I honestly don’t think you’re being very fair to the car. Like quoting the extended range mph of the Volt, as if that’s the meaningful number for this car.

Even a family that travels a lot probably spends more than 50% of their time in stop-and-go driving within 20 miles of home. But let’s say they spend 50% of their miles at 0 mpg, and 50% at 38 mpg, that’s still an average of 76mpg.

The only way to really measure the fuel efficiency of the car is to look at the total number of miles driven, and the total gallons of gasoline consumed. The per mile number is misleading because it changes dramatically depending on the mode of the car.

My guess is that the average Volt will get a lifetime mpg rating of close to 100.

No, you shouldn’t buy one if you’re guy who drives from city to city for a living. You might not want one if you live on a farm in a cold climate and have to drive 60 miles each way to get to the city. But then, you probably wouldn’t buy a Corvette for that, either.

You’re basically declaring the car a failure because it isn’t all things to all people. You call it a ‘niche car’ because it is lacking in utility compared to other vehicles. But people make choices like that all the time. A Camaro does not have as much utility as a Honda Accord. A Pontiac Solstice has even less. Every car is an exercise in tradeoffs, but you’re declaring the Volt’s to be fatal.

There are many people who rarely drive their cars outside of the city. Millions of people sit in traffic jams for hours a day, idling their engines. This is the Volt’s target market. Being brand-new technology in an attractive package, it also appeals to early adopters and the geek crowd. Being environmentally friendly it appeals to environmentalists.

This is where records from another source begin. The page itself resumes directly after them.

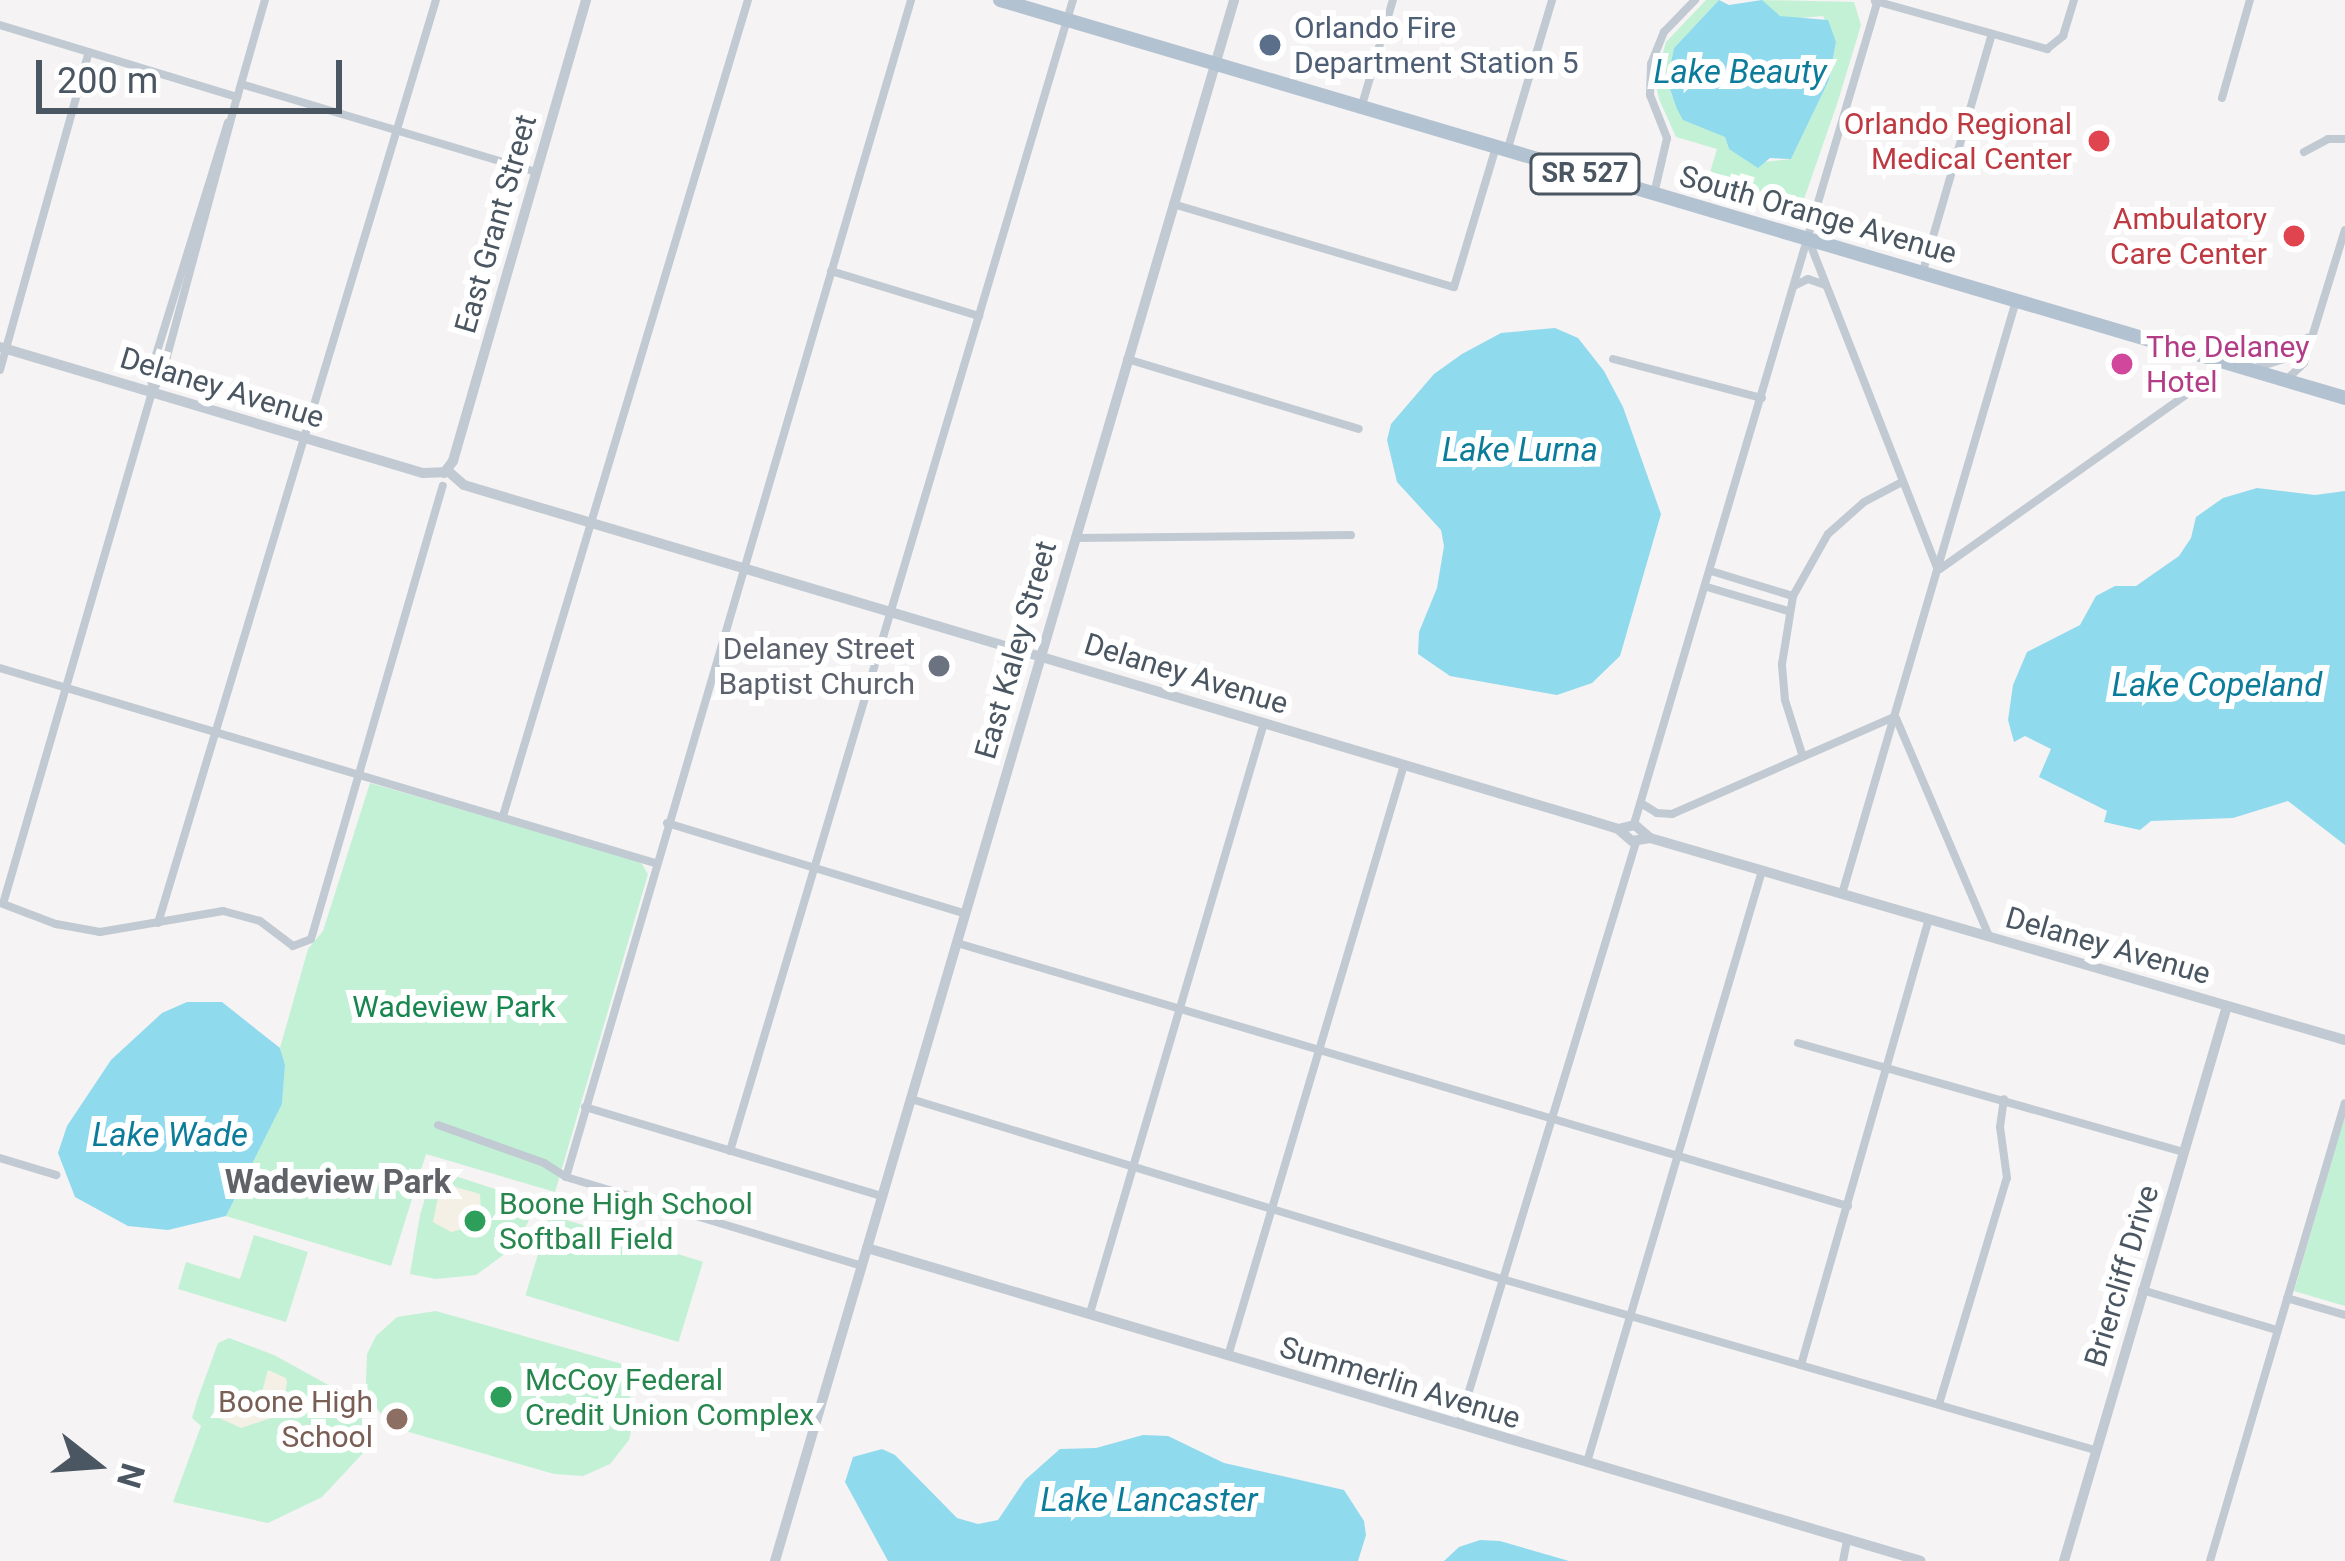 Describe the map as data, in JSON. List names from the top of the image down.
{
  "streets": {
    "main road": ["SR 527", "South Orange Avenue"],
    "street": [
      "East Grant Street",
      "Delaney Avenue",
      "East Kaley Street",
      "Briercliff Drive",
      "Summerlin Avenue"
    ]
  },
  "crossings": [
    ["South Orange Avenue", "East Kaley Street"],
    ["East Grant Street", "Delaney Avenue"],
    ["Delaney Avenue", "East Kaley Street"],
    ["Delaney Avenue", "Briercliff Drive"],
    ["East Kaley Street", "Summerlin Avenue"]
  ],
  "districts": ["Wadeview Park"],
  "water": [
    "Lake Beauty",
    "Lake Lurna",
    "Lake Copeland",
    "Lake Wade",
    "Lake Lancaster"
  ],
  "parks": ["Wadeview Park"],
  "places": [
    "Orlando Fire Department Station 5",
    "Orlando Regional Medical Center",
    "Ambulatory Care Center",
    "The Delaney Hotel",
    "Delaney Street Baptist Church",
    "Boone High School Softball Field",
    "McCoy Federal Credit Union Complex",
    "Boone High School"
  ],
  "scale_bar": "200 m",
  "north": "right"
} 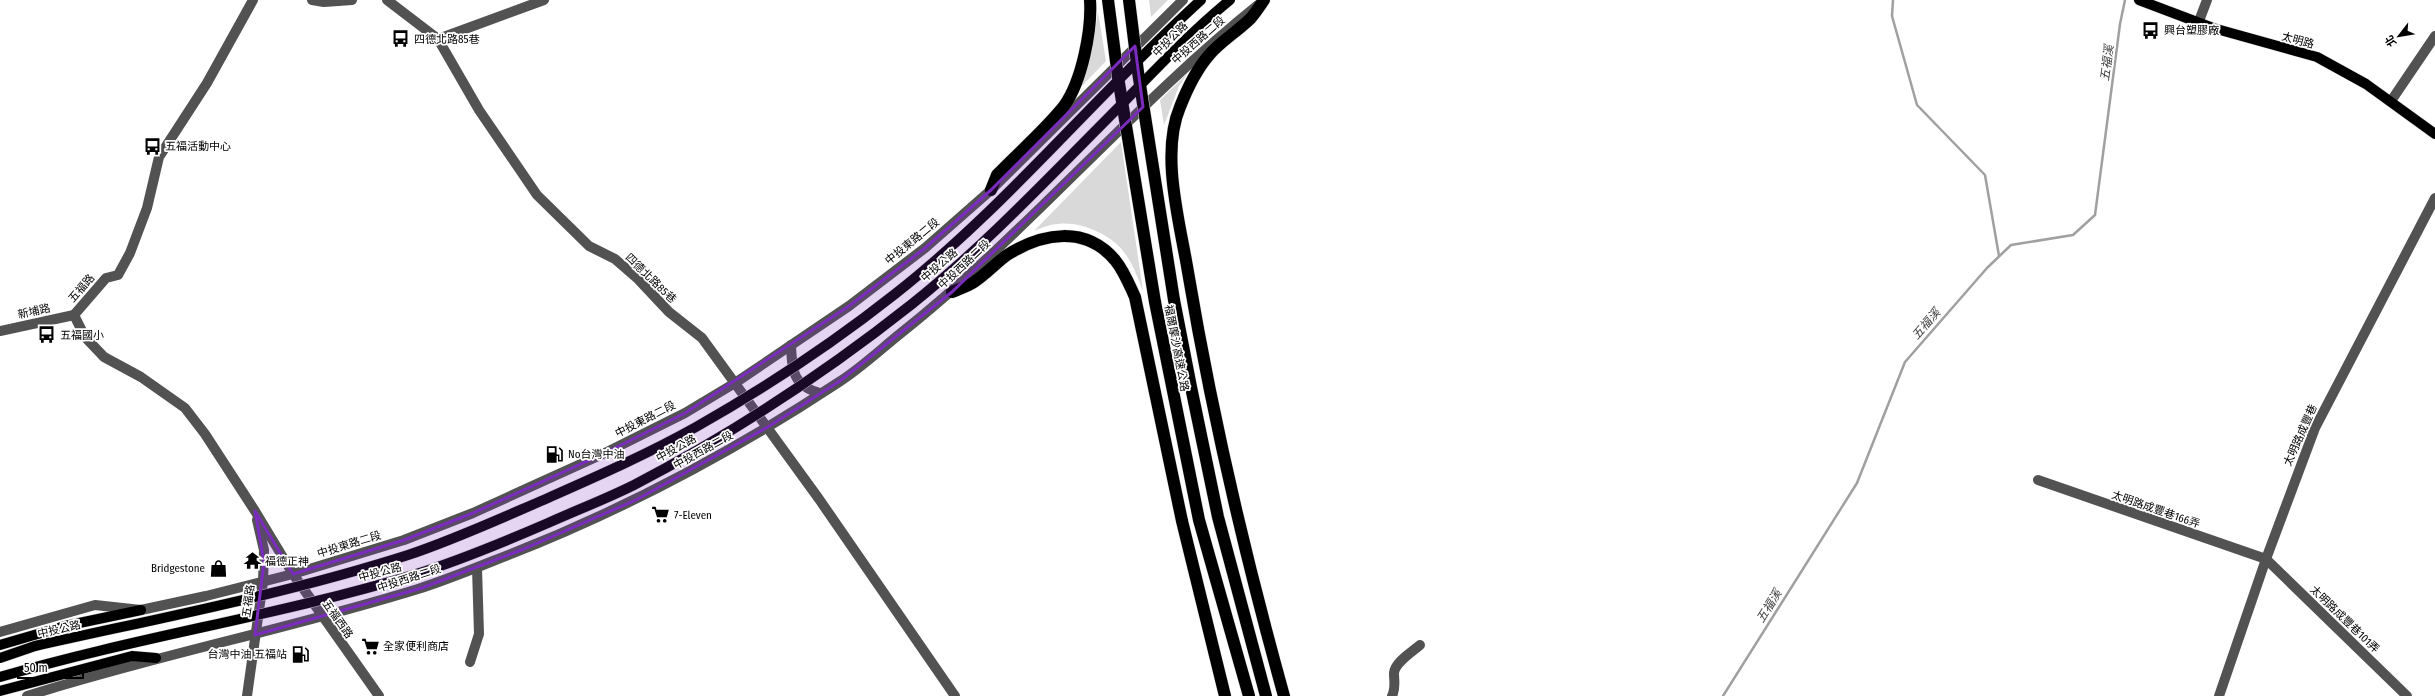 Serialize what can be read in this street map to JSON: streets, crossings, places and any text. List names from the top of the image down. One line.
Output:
{"streets":{"highway":["福爾摩沙高速公路"],"main road":["中投公路","太明路"],"street":["中投西路二段","中投東路二段","四德北路85巷","五福路","新埔路","太明路成豐巷","太明路成豐巷166弄","五福西路","太明路成豐巷101弄"]},"crossings":[["中投西路二段","四德北路85巷"],["中投西路二段","五福路"],["中投西路二段","五福西路"],["中投東路二段","四德北路85巷"],["中投東路二段","五福路"],["中投東路二段","五福西路"],["五福路","新埔路"],["五福路","五福西路"],["太明路成豐巷","太明路成豐巷166弄"],["太明路成豐巷","太明路成豐巷101弄"],["太明路成豐巷166弄","太明路成豐巷101弄"]],"water":["五福溪"],"places":{"bus stop":["興台塑膠廠","四德北路85巷","五福活動中心","五福國小"],"fuel station":["No台灣中油","台灣中油 五福站"],"supermarket":["7-Eleven","全家便利商店"],"temple":["福德正神"],"shop":["Bridgestone"]},"scale_bar":"50 m","north":"bottom left"}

It even appeals to drivers. Not sports car drivers, but people who have to sit every day in their idling car, worying about fuel consumption and suffering the noise and vibration. A dead-silent car that can sit in traffic all day as if it were parked is very cool. A car that you can jump in for a quick trip to the 7-11 and not burn an ounce of gasoline is also very cool. The car’s efficiency computer can be played like a video game while you’re driving. That’s cool. Until you hit a tree while staring at the graphics, I guess.

The point is, the Volt is a very good, very unique car. It’s too expensive, but so was the PC when it first came out. So were camcorders and big screen TVs. It’s new technology, and everyone knows it. GM built just enough for the early adopters, but there will be plenty more people interested once the vehicle becomes better known and the rough bits smoothed off it. Hopefully including a drop in price.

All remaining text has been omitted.